▶ _YOUR ASSIGNMENT_
For this exercise, the reply is the listing below, reproduced exactly.

▶ _DATA SUPPLIED_

§ §

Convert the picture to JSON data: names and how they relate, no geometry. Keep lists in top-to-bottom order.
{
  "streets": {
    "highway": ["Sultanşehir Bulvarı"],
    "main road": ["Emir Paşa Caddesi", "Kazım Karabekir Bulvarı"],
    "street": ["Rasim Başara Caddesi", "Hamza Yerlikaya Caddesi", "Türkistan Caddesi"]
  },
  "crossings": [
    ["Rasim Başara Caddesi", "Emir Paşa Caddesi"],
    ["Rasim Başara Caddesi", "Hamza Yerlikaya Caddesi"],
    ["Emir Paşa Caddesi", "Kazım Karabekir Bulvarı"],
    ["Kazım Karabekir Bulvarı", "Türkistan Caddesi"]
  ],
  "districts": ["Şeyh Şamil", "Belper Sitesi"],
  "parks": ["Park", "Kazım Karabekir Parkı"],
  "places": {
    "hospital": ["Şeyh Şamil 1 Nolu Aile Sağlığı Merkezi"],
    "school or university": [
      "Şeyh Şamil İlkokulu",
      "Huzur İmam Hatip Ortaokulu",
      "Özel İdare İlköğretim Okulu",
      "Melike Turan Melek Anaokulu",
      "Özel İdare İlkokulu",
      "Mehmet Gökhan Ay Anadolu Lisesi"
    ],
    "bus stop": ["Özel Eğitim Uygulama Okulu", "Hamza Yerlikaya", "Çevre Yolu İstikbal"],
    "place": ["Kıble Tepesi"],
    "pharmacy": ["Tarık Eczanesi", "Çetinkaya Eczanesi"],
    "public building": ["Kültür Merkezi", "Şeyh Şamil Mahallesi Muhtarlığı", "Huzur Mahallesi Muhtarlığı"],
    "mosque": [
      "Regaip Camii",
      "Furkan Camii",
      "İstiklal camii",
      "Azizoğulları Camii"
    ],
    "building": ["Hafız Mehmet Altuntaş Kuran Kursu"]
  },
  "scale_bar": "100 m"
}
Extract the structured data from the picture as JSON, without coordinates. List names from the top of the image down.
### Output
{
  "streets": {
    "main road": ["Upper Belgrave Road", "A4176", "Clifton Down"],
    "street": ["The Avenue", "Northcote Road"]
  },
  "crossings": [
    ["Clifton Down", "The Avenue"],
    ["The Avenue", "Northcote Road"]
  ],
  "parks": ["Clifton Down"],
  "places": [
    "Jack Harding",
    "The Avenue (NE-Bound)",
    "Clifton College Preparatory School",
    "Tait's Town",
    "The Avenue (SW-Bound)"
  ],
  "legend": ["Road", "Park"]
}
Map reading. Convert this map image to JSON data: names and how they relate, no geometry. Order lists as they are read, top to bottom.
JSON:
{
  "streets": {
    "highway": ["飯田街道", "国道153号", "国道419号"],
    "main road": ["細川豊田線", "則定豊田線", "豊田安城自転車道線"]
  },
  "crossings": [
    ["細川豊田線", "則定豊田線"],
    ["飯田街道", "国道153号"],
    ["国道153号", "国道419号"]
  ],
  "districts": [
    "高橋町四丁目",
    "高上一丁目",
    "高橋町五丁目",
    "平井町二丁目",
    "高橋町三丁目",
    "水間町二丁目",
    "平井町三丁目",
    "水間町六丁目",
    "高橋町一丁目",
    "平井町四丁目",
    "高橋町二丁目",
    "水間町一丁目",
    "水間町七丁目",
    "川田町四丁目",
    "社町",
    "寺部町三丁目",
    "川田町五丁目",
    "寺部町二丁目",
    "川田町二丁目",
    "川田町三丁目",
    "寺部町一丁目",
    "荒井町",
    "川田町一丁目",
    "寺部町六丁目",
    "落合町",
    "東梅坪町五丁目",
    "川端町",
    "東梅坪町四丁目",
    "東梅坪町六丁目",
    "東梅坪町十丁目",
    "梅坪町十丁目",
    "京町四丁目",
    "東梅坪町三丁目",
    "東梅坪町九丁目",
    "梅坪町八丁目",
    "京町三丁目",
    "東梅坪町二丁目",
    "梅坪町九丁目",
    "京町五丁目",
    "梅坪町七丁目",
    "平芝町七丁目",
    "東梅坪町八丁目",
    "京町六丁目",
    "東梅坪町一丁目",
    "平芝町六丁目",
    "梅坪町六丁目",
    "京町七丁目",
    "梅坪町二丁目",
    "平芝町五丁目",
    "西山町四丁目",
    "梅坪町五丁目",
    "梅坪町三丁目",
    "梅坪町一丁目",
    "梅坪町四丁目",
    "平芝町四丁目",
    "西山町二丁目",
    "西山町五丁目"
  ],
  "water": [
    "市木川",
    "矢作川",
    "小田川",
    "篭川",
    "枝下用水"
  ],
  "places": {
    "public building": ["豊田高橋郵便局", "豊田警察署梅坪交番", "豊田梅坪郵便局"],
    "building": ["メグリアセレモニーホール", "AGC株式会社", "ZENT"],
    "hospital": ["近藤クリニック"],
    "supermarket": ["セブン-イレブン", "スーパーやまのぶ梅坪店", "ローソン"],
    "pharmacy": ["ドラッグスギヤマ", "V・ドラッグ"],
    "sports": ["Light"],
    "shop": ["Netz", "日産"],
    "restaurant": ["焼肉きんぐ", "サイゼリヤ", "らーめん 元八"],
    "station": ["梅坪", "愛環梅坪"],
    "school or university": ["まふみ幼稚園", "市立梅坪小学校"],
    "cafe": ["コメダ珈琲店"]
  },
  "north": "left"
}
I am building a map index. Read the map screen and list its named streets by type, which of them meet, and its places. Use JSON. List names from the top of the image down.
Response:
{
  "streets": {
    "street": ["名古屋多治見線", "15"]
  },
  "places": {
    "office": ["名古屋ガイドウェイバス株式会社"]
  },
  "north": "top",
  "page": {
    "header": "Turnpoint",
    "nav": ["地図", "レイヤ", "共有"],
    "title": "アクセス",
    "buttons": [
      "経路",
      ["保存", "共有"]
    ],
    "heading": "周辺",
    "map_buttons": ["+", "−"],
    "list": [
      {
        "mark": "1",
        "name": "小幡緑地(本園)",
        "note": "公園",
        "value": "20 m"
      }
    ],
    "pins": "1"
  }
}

§ §

▶ _RESULT_
Convert the picture to JSON data: names and how they relate, no geometry. Keep lists in top-to-bottom order.
{
  "streets": {
    "highway": ["Sultanşehir Bulvarı"],
    "main road": ["Emir Paşa Caddesi", "Kazım Karabekir Bulvarı"],
    "street": ["Rasim Başara Caddesi", "Hamza Yerlikaya Caddesi", "Türkistan Caddesi"]
  },
  "crossings": [
    ["Rasim Başara Caddesi", "Emir Paşa Caddesi"],
    ["Rasim Başara Caddesi", "Hamza Yerlikaya Caddesi"],
    ["Emir Paşa Caddesi", "Kazım Karabekir Bulvarı"],
    ["Kazım Karabekir Bulvarı", "Türkistan Caddesi"]
  ],
  "districts": ["Şeyh Şamil", "Belper Sitesi"],
  "parks": ["Park", "Kazım Karabekir Parkı"],
  "places": {
    "hospital": ["Şeyh Şamil 1 Nolu Aile Sağlığı Merkezi"],
    "school or university": [
      "Şeyh Şamil İlkokulu",
      "Huzur İmam Hatip Ortaokulu",
      "Özel İdare İlköğretim Okulu",
      "Melike Turan Melek Anaokulu",
      "Özel İdare İlkokulu",
      "Mehmet Gökhan Ay Anadolu Lisesi"
    ],
    "bus stop": ["Özel Eğitim Uygulama Okulu", "Hamza Yerlikaya", "Çevre Yolu İstikbal"],
    "place": ["Kıble Tepesi"],
    "pharmacy": ["Tarık Eczanesi", "Çetinkaya Eczanesi"],
    "public building": ["Kültür Merkezi", "Şeyh Şamil Mahallesi Muhtarlığı", "Huzur Mahallesi Muhtarlığı"],
    "mosque": [
      "Regaip Camii",
      "Furkan Camii",
      "İstiklal camii",
      "Azizoğulları Camii"
    ],
    "building": ["Hafız Mehmet Altuntaş Kuran Kursu"]
  },
  "scale_bar": "100 m"
}
Extract the structured data from the picture as JSON, without coordinates. List names from the top of the image down.
### Output
{
  "streets": {
    "main road": ["Upper Belgrave Road", "A4176", "Clifton Down"],
    "street": ["The Avenue", "Northcote Road"]
  },
  "crossings": [
    ["Clifton Down", "The Avenue"],
    ["The Avenue", "Northcote Road"]
  ],
  "parks": ["Clifton Down"],
  "places": [
    "Jack Harding",
    "The Avenue (NE-Bound)",
    "Clifton College Preparatory School",
    "Tait's Town",
    "The Avenue (SW-Bound)"
  ],
  "legend": ["Road", "Park"]
}
Map reading. Convert this map image to JSON data: names and how they relate, no geometry. Order lists as they are read, top to bottom.
JSON:
{
  "streets": {
    "highway": ["飯田街道", "国道153号", "国道419号"],
    "main road": ["細川豊田線", "則定豊田線", "豊田安城自転車道線"]
  },
  "crossings": [
    ["細川豊田線", "則定豊田線"],
    ["飯田街道", "国道153号"],
    ["国道153号", "国道419号"]
  ],
  "districts": [
    "高橋町四丁目",
    "高上一丁目",
    "高橋町五丁目",
    "平井町二丁目",
    "高橋町三丁目",
    "水間町二丁目",
    "平井町三丁目",
    "水間町六丁目",
    "高橋町一丁目",
    "平井町四丁目",
    "高橋町二丁目",
    "水間町一丁目",
    "水間町七丁目",
    "川田町四丁目",
    "社町",
    "寺部町三丁目",
    "川田町五丁目",
    "寺部町二丁目",
    "川田町二丁目",
    "川田町三丁目",
    "寺部町一丁目",
    "荒井町",
    "川田町一丁目",
    "寺部町六丁目",
    "落合町",
    "東梅坪町五丁目",
    "川端町",
    "東梅坪町四丁目",
    "東梅坪町六丁目",
    "東梅坪町十丁目",
    "梅坪町十丁目",
    "京町四丁目",
    "東梅坪町三丁目",
    "東梅坪町九丁目",
    "梅坪町八丁目",
    "京町三丁目",
    "東梅坪町二丁目",
    "梅坪町九丁目",
    "京町五丁目",
    "梅坪町七丁目",
    "平芝町七丁目",
    "東梅坪町八丁目",
    "京町六丁目",
    "東梅坪町一丁目",
    "平芝町六丁目",
    "梅坪町六丁目",
    "京町七丁目",
    "梅坪町二丁目",
    "平芝町五丁目",
    "西山町四丁目",
    "梅坪町五丁目",
    "梅坪町三丁目",
    "梅坪町一丁目",
    "梅坪町四丁目",
    "平芝町四丁目",
    "西山町二丁目",
    "西山町五丁目"
  ],
  "water": [
    "市木川",
    "矢作川",
    "小田川",
    "篭川",
    "枝下用水"
  ],
  "places": {
    "public building": ["豊田高橋郵便局", "豊田警察署梅坪交番", "豊田梅坪郵便局"],
    "building": ["メグリアセレモニーホール", "AGC株式会社", "ZENT"],
    "hospital": ["近藤クリニック"],
    "supermarket": ["セブン-イレブン", "スーパーやまのぶ梅坪店", "ローソン"],
    "pharmacy": ["ドラッグスギヤマ", "V・ドラッグ"],
    "sports": ["Light"],
    "shop": ["Netz", "日産"],
    "restaurant": ["焼肉きんぐ", "サイゼリヤ", "らーめん 元八"],
    "station": ["梅坪", "愛環梅坪"],
    "school or university": ["まふみ幼稚園", "市立梅坪小学校"],
    "cafe": ["コメダ珈琲店"]
  },
  "north": "left"
}
I am building a map index. Read the map screen and list its named streets by type, which of them meet, and its places. Use JSON. List names from the top of the image down.
Response:
{
  "streets": {
    "street": ["名古屋多治見線", "15"]
  },
  "places": {
    "office": ["名古屋ガイドウェイバス株式会社"]
  },
  "north": "top",
  "page": {
    "header": "Turnpoint",
    "nav": ["地図", "レイヤ", "共有"],
    "title": "アクセス",
    "buttons": [
      "経路",
      ["保存", "共有"]
    ],
    "heading": "周辺",
    "map_buttons": ["+", "−"],
    "list": [
      {
        "mark": "1",
        "name": "小幡緑地(本園)",
        "note": "公園",
        "value": "20 m"
      }
    ],
    "pins": "1"
  }
}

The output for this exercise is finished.